TRY IT
Give the entries again, exactly as they stand.

Dataset entries:

##########

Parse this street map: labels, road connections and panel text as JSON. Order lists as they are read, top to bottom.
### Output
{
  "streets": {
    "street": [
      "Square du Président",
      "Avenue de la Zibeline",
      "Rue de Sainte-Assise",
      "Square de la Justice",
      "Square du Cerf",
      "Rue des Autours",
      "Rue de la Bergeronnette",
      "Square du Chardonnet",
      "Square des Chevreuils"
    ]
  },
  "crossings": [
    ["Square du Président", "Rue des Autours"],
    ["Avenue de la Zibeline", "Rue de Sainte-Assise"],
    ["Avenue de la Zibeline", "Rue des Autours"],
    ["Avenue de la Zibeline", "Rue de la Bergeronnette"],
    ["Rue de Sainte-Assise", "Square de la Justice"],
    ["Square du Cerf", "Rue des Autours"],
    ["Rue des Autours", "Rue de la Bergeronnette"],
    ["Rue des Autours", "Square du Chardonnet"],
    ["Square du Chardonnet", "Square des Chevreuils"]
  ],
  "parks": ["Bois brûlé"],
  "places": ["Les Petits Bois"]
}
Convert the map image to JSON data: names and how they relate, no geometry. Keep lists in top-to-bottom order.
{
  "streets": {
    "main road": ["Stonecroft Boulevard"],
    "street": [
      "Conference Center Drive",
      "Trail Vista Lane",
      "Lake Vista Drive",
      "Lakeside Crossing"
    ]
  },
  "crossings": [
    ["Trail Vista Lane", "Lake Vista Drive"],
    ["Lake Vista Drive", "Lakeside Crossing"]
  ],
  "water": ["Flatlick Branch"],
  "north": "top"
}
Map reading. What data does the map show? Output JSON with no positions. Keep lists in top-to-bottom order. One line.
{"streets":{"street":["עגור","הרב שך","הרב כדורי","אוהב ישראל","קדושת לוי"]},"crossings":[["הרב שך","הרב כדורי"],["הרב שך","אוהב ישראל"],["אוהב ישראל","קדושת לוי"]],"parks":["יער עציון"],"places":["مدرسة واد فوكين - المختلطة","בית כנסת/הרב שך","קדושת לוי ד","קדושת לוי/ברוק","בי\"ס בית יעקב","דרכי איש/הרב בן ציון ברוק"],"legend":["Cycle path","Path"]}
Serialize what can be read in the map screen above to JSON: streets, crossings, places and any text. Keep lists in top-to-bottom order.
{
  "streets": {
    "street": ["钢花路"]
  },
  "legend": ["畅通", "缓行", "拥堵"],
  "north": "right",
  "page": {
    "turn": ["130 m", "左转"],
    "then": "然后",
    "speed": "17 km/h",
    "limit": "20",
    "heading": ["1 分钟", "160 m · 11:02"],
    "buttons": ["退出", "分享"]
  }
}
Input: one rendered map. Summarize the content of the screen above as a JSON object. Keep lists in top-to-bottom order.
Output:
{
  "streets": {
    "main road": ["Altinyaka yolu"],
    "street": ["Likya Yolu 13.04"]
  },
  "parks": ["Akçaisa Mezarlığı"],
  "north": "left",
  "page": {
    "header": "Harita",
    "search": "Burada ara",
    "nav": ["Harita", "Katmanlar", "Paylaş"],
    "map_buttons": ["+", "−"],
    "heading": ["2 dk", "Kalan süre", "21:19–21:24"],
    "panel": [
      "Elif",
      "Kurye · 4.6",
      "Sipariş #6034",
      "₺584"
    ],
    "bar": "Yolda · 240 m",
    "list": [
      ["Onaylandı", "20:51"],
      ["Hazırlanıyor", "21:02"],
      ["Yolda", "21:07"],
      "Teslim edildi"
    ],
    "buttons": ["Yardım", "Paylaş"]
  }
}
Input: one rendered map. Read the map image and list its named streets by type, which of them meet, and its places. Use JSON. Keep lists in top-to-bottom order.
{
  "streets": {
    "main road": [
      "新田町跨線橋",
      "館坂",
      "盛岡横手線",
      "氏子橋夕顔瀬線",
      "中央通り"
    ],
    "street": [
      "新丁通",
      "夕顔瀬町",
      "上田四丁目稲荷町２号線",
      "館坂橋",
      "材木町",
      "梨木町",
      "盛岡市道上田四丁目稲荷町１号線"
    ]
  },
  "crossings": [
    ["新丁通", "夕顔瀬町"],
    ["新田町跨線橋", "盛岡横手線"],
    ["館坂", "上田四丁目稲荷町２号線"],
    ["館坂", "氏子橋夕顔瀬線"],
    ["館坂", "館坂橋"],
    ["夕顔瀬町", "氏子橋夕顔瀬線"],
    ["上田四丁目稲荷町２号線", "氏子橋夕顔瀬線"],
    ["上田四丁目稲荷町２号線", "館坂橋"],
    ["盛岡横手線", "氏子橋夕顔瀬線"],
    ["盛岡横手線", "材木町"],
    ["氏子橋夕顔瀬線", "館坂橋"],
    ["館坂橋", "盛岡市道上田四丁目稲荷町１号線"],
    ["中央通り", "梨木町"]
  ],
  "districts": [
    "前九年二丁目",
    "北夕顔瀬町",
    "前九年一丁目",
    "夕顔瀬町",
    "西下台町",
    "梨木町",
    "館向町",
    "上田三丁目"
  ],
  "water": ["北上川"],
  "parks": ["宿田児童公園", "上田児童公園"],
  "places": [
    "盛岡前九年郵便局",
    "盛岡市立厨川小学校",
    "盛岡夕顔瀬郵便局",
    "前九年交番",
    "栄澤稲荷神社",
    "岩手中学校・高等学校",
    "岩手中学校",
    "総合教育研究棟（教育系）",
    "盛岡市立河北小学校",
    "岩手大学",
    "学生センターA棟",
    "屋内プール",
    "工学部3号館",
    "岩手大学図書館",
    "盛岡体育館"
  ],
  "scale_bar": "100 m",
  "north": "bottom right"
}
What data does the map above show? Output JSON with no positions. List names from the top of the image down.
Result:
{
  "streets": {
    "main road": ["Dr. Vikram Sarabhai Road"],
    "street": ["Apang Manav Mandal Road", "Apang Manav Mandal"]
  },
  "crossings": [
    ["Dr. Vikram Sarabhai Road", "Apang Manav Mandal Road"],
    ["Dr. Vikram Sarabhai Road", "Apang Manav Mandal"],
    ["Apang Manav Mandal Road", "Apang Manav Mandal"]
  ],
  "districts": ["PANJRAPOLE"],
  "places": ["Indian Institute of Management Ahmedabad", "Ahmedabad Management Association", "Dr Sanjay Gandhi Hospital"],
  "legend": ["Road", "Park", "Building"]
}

##########

RESULT
Parse this street map: labels, road connections and panel text as JSON. Order lists as they are read, top to bottom.
### Output
{
  "streets": {
    "street": [
      "Square du Président",
      "Avenue de la Zibeline",
      "Rue de Sainte-Assise",
      "Square de la Justice",
      "Square du Cerf",
      "Rue des Autours",
      "Rue de la Bergeronnette",
      "Square du Chardonnet",
      "Square des Chevreuils"
    ]
  },
  "crossings": [
    ["Square du Président", "Rue des Autours"],
    ["Avenue de la Zibeline", "Rue de Sainte-Assise"],
    ["Avenue de la Zibeline", "Rue des Autours"],
    ["Avenue de la Zibeline", "Rue de la Bergeronnette"],
    ["Rue de Sainte-Assise", "Square de la Justice"],
    ["Square du Cerf", "Rue des Autours"],
    ["Rue des Autours", "Rue de la Bergeronnette"],
    ["Rue des Autours", "Square du Chardonnet"],
    ["Square du Chardonnet", "Square des Chevreuils"]
  ],
  "parks": ["Bois brûlé"],
  "places": ["Les Petits Bois"]
}
Convert the map image to JSON data: names and how they relate, no geometry. Keep lists in top-to-bottom order.
{
  "streets": {
    "main road": ["Stonecroft Boulevard"],
    "street": [
      "Conference Center Drive",
      "Trail Vista Lane",
      "Lake Vista Drive",
      "Lakeside Crossing"
    ]
  },
  "crossings": [
    ["Trail Vista Lane", "Lake Vista Drive"],
    ["Lake Vista Drive", "Lakeside Crossing"]
  ],
  "water": ["Flatlick Branch"],
  "north": "top"
}
Map reading. What data does the map show? Output JSON with no positions. Keep lists in top-to-bottom order. One line.
{"streets":{"street":["עגור","הרב שך","הרב כדורי","אוהב ישראל","קדושת לוי"]},"crossings":[["הרב שך","הרב כדורי"],["הרב שך","אוהב ישראל"],["אוהב ישראל","קדושת לוי"]],"parks":["יער עציון"],"places":["مدرسة واد فوكين - المختلطة","בית כנסת/הרב שך","קדושת לוי ד","קדושת לוי/ברוק","בי\"ס בית יעקב","דרכי איש/הרב בן ציון ברוק"],"legend":["Cycle path","Path"]}
Serialize what can be read in the map screen above to JSON: streets, crossings, places and any text. Keep lists in top-to-bottom order.
{
  "streets": {
    "street": ["钢花路"]
  },
  "legend": ["畅通", "缓行", "拥堵"],
  "north": "right",
  "page": {
    "turn": ["130 m", "左转"],
    "then": "然后",
    "speed": "17 km/h",
    "limit": "20",
    "heading": ["1 分钟", "160 m · 11:02"],
    "buttons": ["退出", "分享"]
  }
}
Input: one rendered map. Summarize the content of the screen above as a JSON object. Keep lists in top-to-bottom order.
Output:
{
  "streets": {
    "main road": ["Altinyaka yolu"],
    "street": ["Likya Yolu 13.04"]
  },
  "parks": ["Akçaisa Mezarlığı"],
  "north": "left",
  "page": {
    "header": "Harita",
    "search": "Burada ara",
    "nav": ["Harita", "Katmanlar", "Paylaş"],
    "map_buttons": ["+", "−"],
    "heading": ["2 dk", "Kalan süre", "21:19–21:24"],
    "panel": [
      "Elif",
      "Kurye · 4.6",
      "Sipariş #6034",
      "₺584"
    ],
    "bar": "Yolda · 240 m",
    "list": [
      ["Onaylandı", "20:51"],
      ["Hazırlanıyor", "21:02"],
      ["Yolda", "21:07"],
      "Teslim edildi"
    ],
    "buttons": ["Yardım", "Paylaş"]
  }
}
Input: one rendered map. Read the map image and list its named streets by type, which of them meet, and its places. Use JSON. Keep lists in top-to-bottom order.
{
  "streets": {
    "main road": [
      "新田町跨線橋",
      "館坂",
      "盛岡横手線",
      "氏子橋夕顔瀬線",
      "中央通り"
    ],
    "street": [
      "新丁通",
      "夕顔瀬町",
      "上田四丁目稲荷町２号線",
      "館坂橋",
      "材木町",
      "梨木町",
      "盛岡市道上田四丁目稲荷町１号線"
    ]
  },
  "crossings": [
    ["新丁通", "夕顔瀬町"],
    ["新田町跨線橋", "盛岡横手線"],
    ["館坂", "上田四丁目稲荷町２号線"],
    ["館坂", "氏子橋夕顔瀬線"],
    ["館坂", "館坂橋"],
    ["夕顔瀬町", "氏子橋夕顔瀬線"],
    ["上田四丁目稲荷町２号線", "氏子橋夕顔瀬線"],
    ["上田四丁目稲荷町２号線", "館坂橋"],
    ["盛岡横手線", "氏子橋夕顔瀬線"],
    ["盛岡横手線", "材木町"],
    ["氏子橋夕顔瀬線", "館坂橋"],
    ["館坂橋", "盛岡市道上田四丁目稲荷町１号線"],
    ["中央通り", "梨木町"]
  ],
  "districts": [
    "前九年二丁目",
    "北夕顔瀬町",
    "前九年一丁目",
    "夕顔瀬町",
    "西下台町",
    "梨木町",
    "館向町",
    "上田三丁目"
  ],
  "water": ["北上川"],
  "parks": ["宿田児童公園", "上田児童公園"],
  "places": [
    "盛岡前九年郵便局",
    "盛岡市立厨川小学校",
    "盛岡夕顔瀬郵便局",
    "前九年交番",
    "栄澤稲荷神社",
    "岩手中学校・高等学校",
    "岩手中学校",
    "総合教育研究棟（教育系）",
    "盛岡市立河北小学校",
    "岩手大学",
    "学生センターA棟",
    "屋内プール",
    "工学部3号館",
    "岩手大学図書館",
    "盛岡体育館"
  ],
  "scale_bar": "100 m",
  "north": "bottom right"
}
What data does the map above show? Output JSON with no positions. List names from the top of the image down.
Result:
{
  "streets": {
    "main road": ["Dr. Vikram Sarabhai Road"],
    "street": ["Apang Manav Mandal Road", "Apang Manav Mandal"]
  },
  "crossings": [
    ["Dr. Vikram Sarabhai Road", "Apang Manav Mandal Road"],
    ["Dr. Vikram Sarabhai Road", "Apang Manav Mandal"],
    ["Apang Manav Mandal Road", "Apang Manav Mandal"]
  ],
  "districts": ["PANJRAPOLE"],
  "places": ["Indian Institute of Management Ahmedabad", "Ahmedabad Management Association", "Dr Sanjay Gandhi Hospital"],
  "legend": ["Road", "Park", "Building"]
}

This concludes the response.